FOR IMMEDIATE RELEASE
Sterling Colleges Online Environmental Writing and Food Writing Courses are available with Diverse Voices Scholarships
8-Week Online Course aims to help writers address the complex issues at intersection of food, equity, and environment.
March 2, 2022 – Sterling College is now accepting applications for a new online course on the art of food and environmental writing, with tuition-free fellowships funded by Penguin Random House and other donors. This is the first course in the Colleges Writing the Wrongs Program, which examines the ways storytelling can promote or hinder efforts toward sustainability and justice.
Joe Fassler, deputy editor of The Counter, will lead this immersive, workshop-driven course. It will focus on the impact of politics and power on personal experience. Students will learn how to create compelling narratives that connect food, equity, and environment through active discussion, guest speakers, and receive regular feedback in class. Here’s how to apply and more information: https://www.ce.sterlingcollege.edu/food-and-environmental-writing
Fassler’s own award-winning writing highlights how equity and environmental issues are interrelated in surprising and often overlooked ways. This makes him uniquely qualified to teach lifelong learners.
craft compelling stories about vast, interconnected systems;
Balance human-level narratives with complex science, policy issues and science;
Examine popular narratives that mislead or obscure;
Use sensitivity and nuance to handle sensitive topics.
This course starts on April 4th, and will run for 8 weeks. There will be live, interactive webinars every week. Sterling is able, through the generosity and support of multiple funders, such as the Sterling family and Penguin Random House to offer a Diverse Voices Fellowship that covers all course costs and materials. This fellowship is available to selected individuals who Identify as Black, Indigenous or a Person of Color (BIPOC), or those with deep, enduring personal connections to systematically marginalized-yet-resilient communities, or who are military veterans. The application review opens on March 7th.
Through encounters with essential reading in key topic areasand case studies of coverage that fell shortparticipants will deepen subject matter familiarity while learning to navigate each genre’s unique challenges.
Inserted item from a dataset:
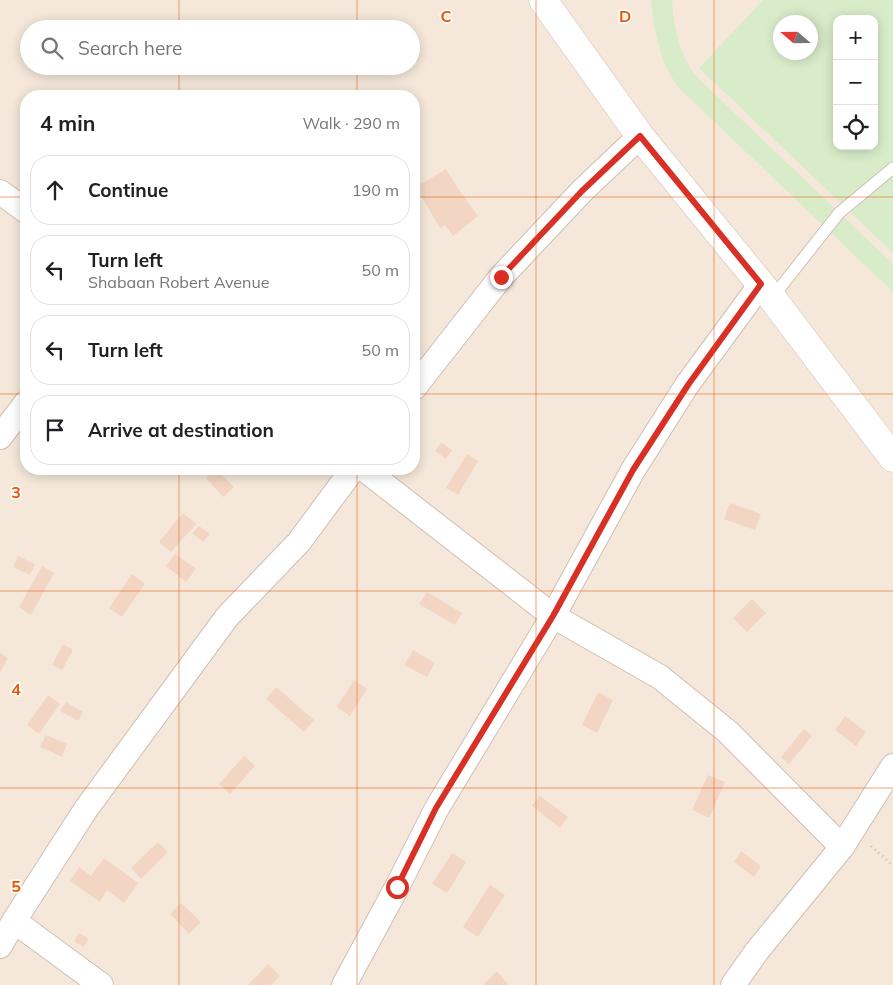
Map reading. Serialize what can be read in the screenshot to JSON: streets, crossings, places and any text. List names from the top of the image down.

The workshop component will put these lessons into practice. Students will have the opportunity to shepherd their writing towards publication through instructor feedback and peer criticism. Students will also be able to discuss professional considerations as well as pragmatic concerns with a variety of guest speakers. These include Dr. Cynthia Greenlee (James Beard Award-winning writer, senior editor of The Counter); Matt Klise (editor for Penguin Books); and Jenny Dorsey (chef and writer who directs Studio ATAO a community think-tank that promotes systems-based change within media.
Fassler is keen to lead a mixed group of writers and practitioners. This course was designed to help both new writers and those with experience in the food system or environmental justice work. It will be challenging for food/environmental writers looking to improve or hone their craft in a variety of genres. This course will help students become more able to communicate the present in a way that is sensitive to the past, to create complex stories, and to anchor stories about complex system with dignified characters sketches.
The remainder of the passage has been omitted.